Continuing on our series of blogs about our candidate transit survey, today we are sharing the results of the third question:
What is the most pressing transit issue or need outside your ward?
While we felt it necessary that electors understand candidates views on transit within their ward, it is important to know how candidates understand transit throughout the city. It is easy for any candidate to fight for investment and improvement in their own ward, but it takes leadership to set aside the needs closest to home and do what’s best for the city as a whole. Transit systems are networks, and they cannot be improved effectively through a struggle for resources from disparate interests. A SE LRT not only helps those in Ward 12, but also those in Ward 4. As does a cross-town bus route along 16th avenue north. If we are to build an effective transit system, we need a comprehensive perspective that understands how all the parts work together, and where investment is needed most. We hope our question sheds some light on whether candidates in the election understand this as well.
Here are the results (again, presented unedited and in random order)

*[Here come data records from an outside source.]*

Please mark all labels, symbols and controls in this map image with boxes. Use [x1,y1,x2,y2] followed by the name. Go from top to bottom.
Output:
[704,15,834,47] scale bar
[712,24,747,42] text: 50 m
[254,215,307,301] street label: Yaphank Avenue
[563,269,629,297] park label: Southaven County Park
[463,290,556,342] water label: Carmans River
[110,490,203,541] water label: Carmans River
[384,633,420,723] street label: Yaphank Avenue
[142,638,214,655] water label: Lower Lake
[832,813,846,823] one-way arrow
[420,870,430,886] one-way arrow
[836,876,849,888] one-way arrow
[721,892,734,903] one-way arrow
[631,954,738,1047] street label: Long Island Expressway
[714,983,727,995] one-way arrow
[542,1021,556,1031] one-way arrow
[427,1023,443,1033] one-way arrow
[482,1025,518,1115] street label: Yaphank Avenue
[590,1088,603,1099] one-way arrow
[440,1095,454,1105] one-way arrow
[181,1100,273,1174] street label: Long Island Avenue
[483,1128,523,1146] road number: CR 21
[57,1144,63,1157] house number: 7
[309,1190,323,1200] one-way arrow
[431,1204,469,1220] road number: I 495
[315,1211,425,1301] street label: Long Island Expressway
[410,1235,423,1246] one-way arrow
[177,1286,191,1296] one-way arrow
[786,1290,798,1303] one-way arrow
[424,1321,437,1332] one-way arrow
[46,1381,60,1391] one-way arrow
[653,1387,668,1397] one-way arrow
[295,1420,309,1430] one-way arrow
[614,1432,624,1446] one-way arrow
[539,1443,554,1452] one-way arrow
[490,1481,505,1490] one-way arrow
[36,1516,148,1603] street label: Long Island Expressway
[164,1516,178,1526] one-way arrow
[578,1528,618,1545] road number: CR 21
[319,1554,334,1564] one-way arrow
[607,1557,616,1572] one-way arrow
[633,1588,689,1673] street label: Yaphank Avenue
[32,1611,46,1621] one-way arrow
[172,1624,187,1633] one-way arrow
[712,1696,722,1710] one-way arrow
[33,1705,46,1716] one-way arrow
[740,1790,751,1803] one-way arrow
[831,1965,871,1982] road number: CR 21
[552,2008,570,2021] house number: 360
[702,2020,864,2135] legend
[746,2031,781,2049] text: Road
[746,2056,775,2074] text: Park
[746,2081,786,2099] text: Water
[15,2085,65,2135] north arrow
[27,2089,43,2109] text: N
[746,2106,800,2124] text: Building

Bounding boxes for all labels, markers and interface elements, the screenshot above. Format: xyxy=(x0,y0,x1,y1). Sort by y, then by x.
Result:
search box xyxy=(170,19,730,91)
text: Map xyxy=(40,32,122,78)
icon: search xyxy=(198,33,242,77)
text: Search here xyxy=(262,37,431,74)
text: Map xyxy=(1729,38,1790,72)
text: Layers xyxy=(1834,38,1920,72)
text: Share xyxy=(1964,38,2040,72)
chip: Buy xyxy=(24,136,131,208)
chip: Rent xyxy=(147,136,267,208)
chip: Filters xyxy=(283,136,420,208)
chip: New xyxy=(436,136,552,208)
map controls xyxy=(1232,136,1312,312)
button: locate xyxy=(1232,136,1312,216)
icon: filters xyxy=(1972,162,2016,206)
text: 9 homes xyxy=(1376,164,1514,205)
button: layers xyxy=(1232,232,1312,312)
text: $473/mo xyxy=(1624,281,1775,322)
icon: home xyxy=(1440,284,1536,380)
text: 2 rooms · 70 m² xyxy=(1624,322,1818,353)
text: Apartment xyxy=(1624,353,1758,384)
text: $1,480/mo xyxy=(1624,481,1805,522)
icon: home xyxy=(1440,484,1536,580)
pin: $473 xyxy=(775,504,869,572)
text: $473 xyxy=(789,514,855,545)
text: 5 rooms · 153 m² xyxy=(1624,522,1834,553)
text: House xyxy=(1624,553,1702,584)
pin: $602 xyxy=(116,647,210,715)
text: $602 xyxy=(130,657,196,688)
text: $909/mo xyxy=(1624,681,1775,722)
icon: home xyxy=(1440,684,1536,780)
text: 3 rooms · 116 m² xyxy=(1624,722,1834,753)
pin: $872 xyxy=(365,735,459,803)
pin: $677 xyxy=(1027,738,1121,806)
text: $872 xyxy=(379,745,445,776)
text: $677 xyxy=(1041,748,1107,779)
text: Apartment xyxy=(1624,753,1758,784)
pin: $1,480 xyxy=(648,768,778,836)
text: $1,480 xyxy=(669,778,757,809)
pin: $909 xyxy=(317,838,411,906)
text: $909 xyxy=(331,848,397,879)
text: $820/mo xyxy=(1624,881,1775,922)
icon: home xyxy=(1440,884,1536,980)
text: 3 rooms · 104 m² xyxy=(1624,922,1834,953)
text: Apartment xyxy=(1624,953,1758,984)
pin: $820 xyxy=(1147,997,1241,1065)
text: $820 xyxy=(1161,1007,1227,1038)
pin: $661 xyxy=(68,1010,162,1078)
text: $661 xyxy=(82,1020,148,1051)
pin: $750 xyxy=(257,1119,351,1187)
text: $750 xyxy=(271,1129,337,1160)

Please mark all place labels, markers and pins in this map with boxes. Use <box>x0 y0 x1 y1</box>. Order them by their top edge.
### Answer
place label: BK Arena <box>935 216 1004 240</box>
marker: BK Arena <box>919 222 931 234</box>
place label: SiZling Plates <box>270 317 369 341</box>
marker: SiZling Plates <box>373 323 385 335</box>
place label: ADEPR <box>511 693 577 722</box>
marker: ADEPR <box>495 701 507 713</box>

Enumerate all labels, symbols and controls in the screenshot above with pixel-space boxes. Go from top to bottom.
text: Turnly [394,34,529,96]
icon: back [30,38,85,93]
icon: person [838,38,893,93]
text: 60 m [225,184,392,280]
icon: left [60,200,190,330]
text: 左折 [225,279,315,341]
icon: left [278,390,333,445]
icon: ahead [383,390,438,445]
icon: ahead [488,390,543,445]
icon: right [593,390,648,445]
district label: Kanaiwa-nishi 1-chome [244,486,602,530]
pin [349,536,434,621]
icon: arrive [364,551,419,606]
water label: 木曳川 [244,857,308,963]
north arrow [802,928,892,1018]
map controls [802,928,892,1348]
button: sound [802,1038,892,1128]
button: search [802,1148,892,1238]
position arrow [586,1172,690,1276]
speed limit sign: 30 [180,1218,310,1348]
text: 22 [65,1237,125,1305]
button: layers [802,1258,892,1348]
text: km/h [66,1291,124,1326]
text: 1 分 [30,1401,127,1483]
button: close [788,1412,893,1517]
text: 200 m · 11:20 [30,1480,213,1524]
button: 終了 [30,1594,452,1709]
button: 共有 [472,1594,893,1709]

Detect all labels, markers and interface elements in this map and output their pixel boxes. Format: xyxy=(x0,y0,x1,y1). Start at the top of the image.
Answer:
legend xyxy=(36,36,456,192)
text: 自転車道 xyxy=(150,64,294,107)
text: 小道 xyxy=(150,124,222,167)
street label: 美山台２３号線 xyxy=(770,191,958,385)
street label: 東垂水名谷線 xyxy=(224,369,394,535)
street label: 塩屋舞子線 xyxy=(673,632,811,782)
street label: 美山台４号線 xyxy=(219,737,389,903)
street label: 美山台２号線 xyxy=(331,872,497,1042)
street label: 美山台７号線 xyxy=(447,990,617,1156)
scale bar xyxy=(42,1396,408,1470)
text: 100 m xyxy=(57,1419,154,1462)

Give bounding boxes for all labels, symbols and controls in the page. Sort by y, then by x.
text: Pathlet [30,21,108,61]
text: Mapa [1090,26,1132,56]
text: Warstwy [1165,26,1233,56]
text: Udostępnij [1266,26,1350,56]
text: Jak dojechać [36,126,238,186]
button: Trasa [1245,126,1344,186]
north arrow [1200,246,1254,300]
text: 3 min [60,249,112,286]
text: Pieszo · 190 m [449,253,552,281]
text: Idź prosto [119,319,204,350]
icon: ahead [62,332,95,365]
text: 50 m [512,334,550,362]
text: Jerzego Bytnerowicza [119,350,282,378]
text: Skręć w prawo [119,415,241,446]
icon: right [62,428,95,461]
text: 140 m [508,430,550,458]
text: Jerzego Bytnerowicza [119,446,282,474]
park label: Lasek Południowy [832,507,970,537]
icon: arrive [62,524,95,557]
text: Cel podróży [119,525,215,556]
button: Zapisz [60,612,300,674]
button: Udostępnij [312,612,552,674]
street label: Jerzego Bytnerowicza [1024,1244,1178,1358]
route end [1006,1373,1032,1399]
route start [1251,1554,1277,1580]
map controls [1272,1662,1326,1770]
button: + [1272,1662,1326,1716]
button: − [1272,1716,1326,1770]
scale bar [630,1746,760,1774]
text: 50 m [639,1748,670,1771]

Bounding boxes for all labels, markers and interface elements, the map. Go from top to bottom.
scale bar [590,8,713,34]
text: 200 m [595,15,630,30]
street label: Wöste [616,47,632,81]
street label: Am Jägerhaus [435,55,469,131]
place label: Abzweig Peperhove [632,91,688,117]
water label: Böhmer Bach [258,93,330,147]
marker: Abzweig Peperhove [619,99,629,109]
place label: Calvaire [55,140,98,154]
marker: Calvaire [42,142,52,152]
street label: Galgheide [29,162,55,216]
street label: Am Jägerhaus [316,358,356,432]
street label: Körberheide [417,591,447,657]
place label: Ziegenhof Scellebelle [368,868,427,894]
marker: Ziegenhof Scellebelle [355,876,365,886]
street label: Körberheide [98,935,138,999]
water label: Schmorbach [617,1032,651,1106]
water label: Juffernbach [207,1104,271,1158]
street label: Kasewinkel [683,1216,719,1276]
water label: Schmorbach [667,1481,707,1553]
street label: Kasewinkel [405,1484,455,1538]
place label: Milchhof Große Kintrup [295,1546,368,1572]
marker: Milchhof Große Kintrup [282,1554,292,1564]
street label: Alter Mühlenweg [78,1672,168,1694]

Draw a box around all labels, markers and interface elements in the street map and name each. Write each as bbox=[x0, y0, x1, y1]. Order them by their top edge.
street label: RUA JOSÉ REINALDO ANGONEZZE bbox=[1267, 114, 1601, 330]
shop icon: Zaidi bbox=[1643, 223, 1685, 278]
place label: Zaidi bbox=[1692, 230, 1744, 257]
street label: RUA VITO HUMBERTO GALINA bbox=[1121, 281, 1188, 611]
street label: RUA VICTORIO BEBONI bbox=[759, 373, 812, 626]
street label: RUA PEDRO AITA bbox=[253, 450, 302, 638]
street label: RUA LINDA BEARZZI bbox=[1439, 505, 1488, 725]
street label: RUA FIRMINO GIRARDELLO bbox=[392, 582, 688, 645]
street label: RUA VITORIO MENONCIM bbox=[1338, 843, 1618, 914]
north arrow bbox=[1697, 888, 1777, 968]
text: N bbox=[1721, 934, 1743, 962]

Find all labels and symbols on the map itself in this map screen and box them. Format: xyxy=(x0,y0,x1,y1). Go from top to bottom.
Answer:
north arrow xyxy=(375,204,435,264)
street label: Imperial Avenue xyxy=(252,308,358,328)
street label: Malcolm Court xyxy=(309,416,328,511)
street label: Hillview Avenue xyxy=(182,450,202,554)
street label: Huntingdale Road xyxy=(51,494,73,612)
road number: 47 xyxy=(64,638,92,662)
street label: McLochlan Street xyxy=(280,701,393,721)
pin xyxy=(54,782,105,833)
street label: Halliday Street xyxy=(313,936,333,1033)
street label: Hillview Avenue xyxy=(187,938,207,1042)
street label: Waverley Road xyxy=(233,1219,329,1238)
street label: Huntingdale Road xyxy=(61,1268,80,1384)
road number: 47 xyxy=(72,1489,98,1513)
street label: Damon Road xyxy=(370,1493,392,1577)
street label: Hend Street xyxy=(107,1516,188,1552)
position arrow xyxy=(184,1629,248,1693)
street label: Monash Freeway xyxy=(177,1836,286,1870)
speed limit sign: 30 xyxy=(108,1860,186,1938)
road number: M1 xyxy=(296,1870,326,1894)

Naheed Nenshi: Reliability and crowding are the most pressing concerns. The system is aging, which leads to reliability issues. We are focusing on replacing the oldest vehicles in our fleet of LRT and buses, which is occurring right now – with a $200 million LRV purchase and a $60 million bus order. We also set aside $2 million from 2012 tax room specifically to improve transit reliability. Our LRV purchases as well as LRT platform extensions begin to address the crunch by increasing capacity by 25%. And of course, we need long term, stable, predictable funding to start expanding the system.
John Lord: To build more LRT or add more buses, you need a lot of money. City Council has pretty much blown the budget for that. So, the most pressing need now in order to get more transit, is to get costs under control of our current transit and other areas. Once we can start banking the money again, we can afford to start moving ahead again on Transit expansion
John Hilton-O’Brien: Survey says that safety is a critical issue. Some potential solutions: a) We can probably improve the upkeep of some of our LRT stations (on the “broken window” theory of crime prevention.) b) We can also beef up the availability of support for bus and train drivers in the form of police teams specialized at working with mental health and addictions issues. c) We can continue to improve sight lines at the more complex stations d) We should have a text-based safety reporting system (because people being bullied are NOT likely to use the public intercom). e) Measure and publish response times for transit related police and EMS calls. See my blog at http://johnhob.me/On_Transit_Safety.html
Ward Sutherland: I feel it is to understand the opportunities how to best service geographic areas of current & emerging high density employment outside of the city center.
Dan Larabie: The issue of transit safety is city-wide. When people are scared to take transit after 6pm there’s a major problem. I want to make our transit system safe by giving police and peace officers the tools they need to do their job effectively. The biggest thing they need are more officers. We are so understaffed in this city it is unbelievable. If we want less crime and safer transit we need more police and peace officers.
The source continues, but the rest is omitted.